Required work —
Show all lines containing "Osman" from the data below.

-------- Supplied material --------

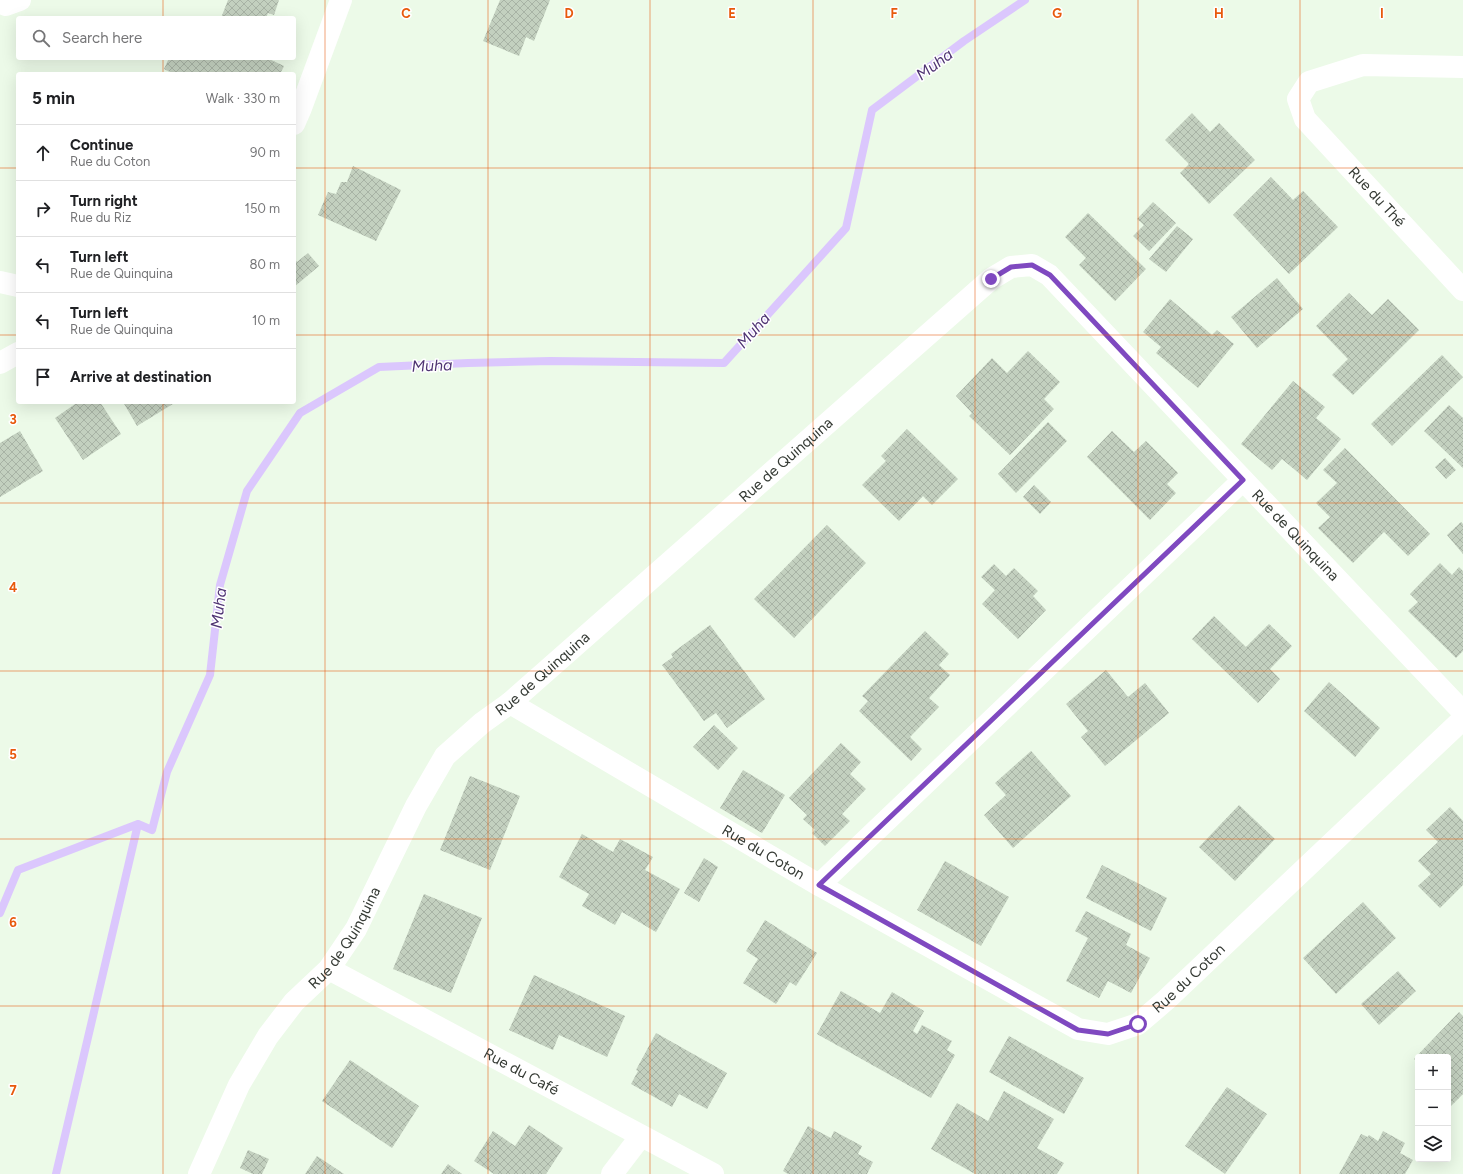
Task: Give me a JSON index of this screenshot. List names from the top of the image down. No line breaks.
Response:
{"streets":{"street":["Rue du Thé","Rue de Quinquina","Rue du Coton","Rue du Café"]},"crossings":[["Rue de Quinquina","Rue du Coton"],["Rue de Quinquina","Rue du Café"]],"water":["Muha"],"page":{"search":"Search here","heading":["5 min","Walk · 330 m"],"list":[["Continue","Rue du Coton","90 m"],["Turn right","Rue du Riz","150 m"],["Turn left","Rue de Quinquina","80 m"],["Turn left","Rue de Quinquina","10 m"],"Arrive at destination"],"map_buttons":["+","−"]},"grid":{"columns":["C","D","E","F","G","H","I"],"rows":["3","4","5","6","7"]}}
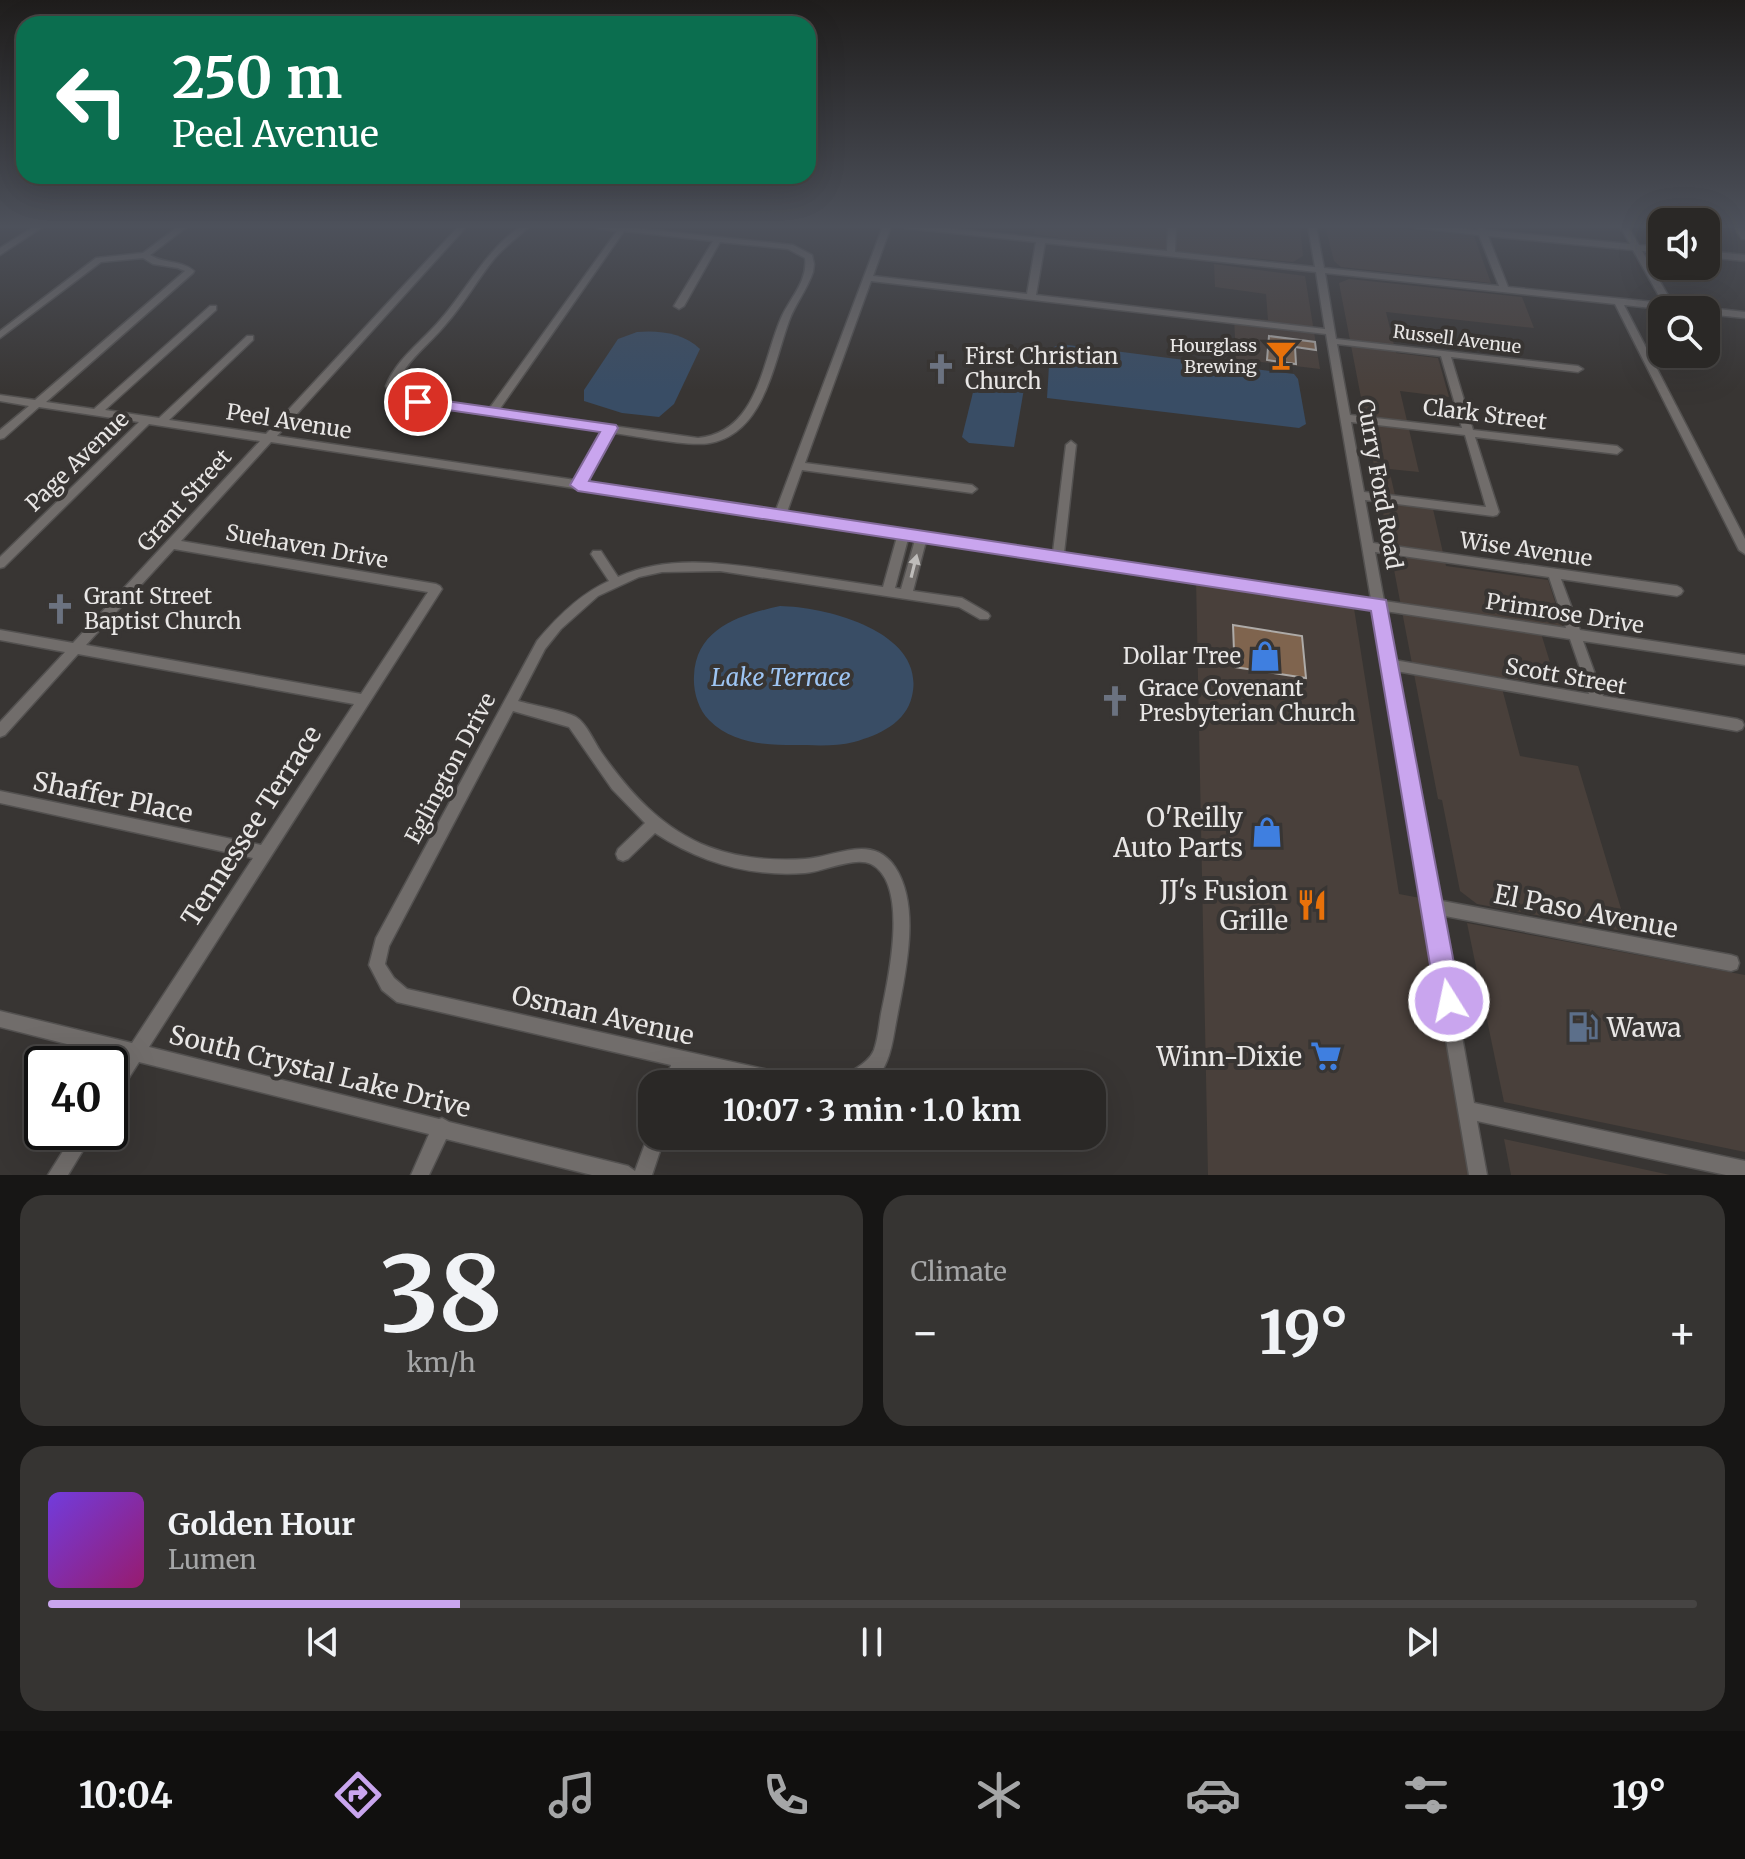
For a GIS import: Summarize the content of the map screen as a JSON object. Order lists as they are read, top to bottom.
{
  "streets": {
    "street": [
      "Russell Avenue",
      "Clark Street",
      "Peel Avenue",
      "Page Avenue",
      "Curry Ford Road",
      "Grant Street",
      "Suehaven Drive",
      "Wise Avenue",
      "Primrose Drive",
      "Scott Street",
      "Eglington Drive",
      "Shaffer Place",
      "Tennessee Terrace",
      "El Paso Avenue",
      "Osman Avenue",
      "South Crystal Lake Drive"
    ]
  },
  "crossings": [
    ["Russell Avenue", "Curry Ford Road"],
    ["Clark Street", "Curry Ford Road"],
    ["Peel Avenue", "Page Avenue"],
    ["Peel Avenue", "Curry Ford Road"],
    ["Peel Avenue", "Grant Street"],
    ["Peel Avenue", "Primrose Drive"],
    ["Curry Ford Road", "Wise Avenue"],
    ["Curry Ford Road", "Primrose Drive"],
    ["Curry Ford Road", "Scott Street"],
    ["Curry Ford Road", "El Paso Avenue"],
    ["Grant Street", "Suehaven Drive"],
    ["Suehaven Drive", "Tennessee Terrace"],
    ["Eglington Drive", "Osman Avenue"],
    ["Shaffer Place", "Tennessee Terrace"],
    ["Tennessee Terrace", "South Crystal Lake Drive"]
  ],
  "water": ["Lake Terrace"],
  "places": {
    "bar": ["Hourglass Brewing"],
    "church": ["First Christian Church", "Grant Street Baptist Church", "Grace Covenant Presbyterian Church"],
    "shop": ["Dollar Tree", "O'Reilly Auto Parts"],
    "restaurant": ["JJ's Fusion Grille"],
    "fuel station": ["Wawa"],
    "supermarket": ["Winn-Dixie"]
  },
  "page": {
    "turn": ["250 m", "Peel Avenue"],
    "limit": "40",
    "trip": "10:07 · 3 min · 1.0 km",
    "tile": [
      ["38", "km/h"],
      "Climate"
    ],
    "heat": ["−", "19°", "+"],
    "song": ["Golden Hour", "Lumen"],
    "tabs": ["10:04", "19°"]
  }
}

--------

Task result —
      "Osman Avenue",
    ["Eglington Drive", "Osman Avenue"],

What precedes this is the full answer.